January 28, 2013
Transporter 3 is the kind of movie that convinces me that the best James Bond movies being made these days don't have James Bond in them.
The Bond franchise grew silly and self-referential during Roger Moore's waning days, and has now swung to the opposite extreme. It doesn't help to have your lead actor running around trashing the role. First and foremost, Bond is good at his job and enjoys it. That means the actor has to enjoy it too. No angst, please.
As a case in point, no Bond flick since the demise of Sean Connery has outdone Cars 2. A car co-stars in the Transporter 3 too, an Audi A8 W12. Finn McMissile would see in it a kindred spirit. Though by the end of the movie I was thinking of Tom Hanks's indestructible luggage in Joe Versus the Volcano.
A reliable thriller formula is to stick two people together against their will; things blow up if they wander apart. In this case, the two people are stuck to each other and to the aforementioned Audi. The steps Frank Martin (Jason Statham) must take to stay with his car create the most entertaining scenes in the movie.
It's a total gimmick. Whatever proximity device this bomb uses defies every law of physics. I'm also pretty sure that the odds of even an Audi A8 W12 running perfectly well after being totally submerged in water are about zero. But playing by the gimmick's rules makes it all work.
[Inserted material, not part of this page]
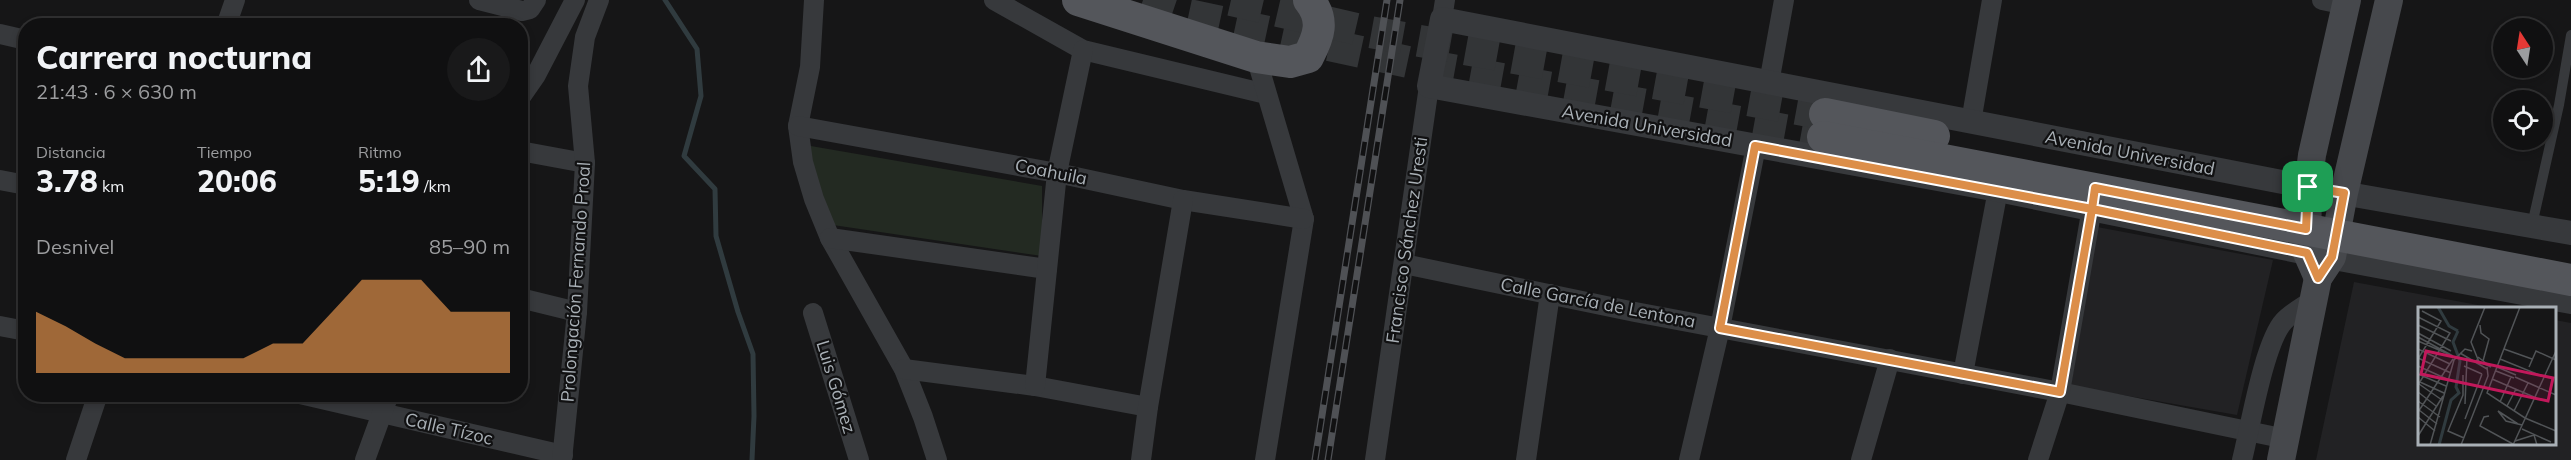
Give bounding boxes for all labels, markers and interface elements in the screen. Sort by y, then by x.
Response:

One of the biggest problems with superhero movies are the supervillains and their stupid plots to take over the world. As I've said before, "superbad is superboring." It's much better to have the bad guys set out to do something straightforward and make that complicated instead.
The big bad boss (Robert Knepper) has a simple goal to accomplish: kidnap the daughter (Rudakova Valentina, sporting the cutest face of freckles ever) of a Ukranian minister (Jeroen Krabbé from The Fugitive, this time playing a good guy) in order to get him to sign off on a lucrative but illegal business deal.
Of course, the big bad boss goes about it in the most stupendously complicated way imaginable. But like the car, there wouldn't be much of a story without all the stupendous complications. At least nobody's trying to destroy the world.
Statham's Frank Martin has a lot in common with Jim Caviezel's John Reese. He's an ordinary guy in a cool suit who just wants to get the job done. (Until he takes off his shirt, that is, so they keep coming up with excuses for him to take off his shirt; Statham was once a championship platform diver.)
The one off-note early on is that it takes him too long to figure out that his passenger is "the package." Duh. But they also give him an "M" (François Berléand) to do the heavy thinking, again, much like Person of Interest. Nobody watches Transporter films for the deep thoughts and social commentary.
You want big fight scenes that ultimately make no sense? Technology that makes no sense? Chase scenes that make no sense? Cute romantic interludes that make no sense? Stuff exploding all over the place? And a lead actor with two facial expressions and a droll delivery? Check, check, check, check, check and check.
Turn on the ignition, turn off the brain, and have fun watching things go zoom and boom.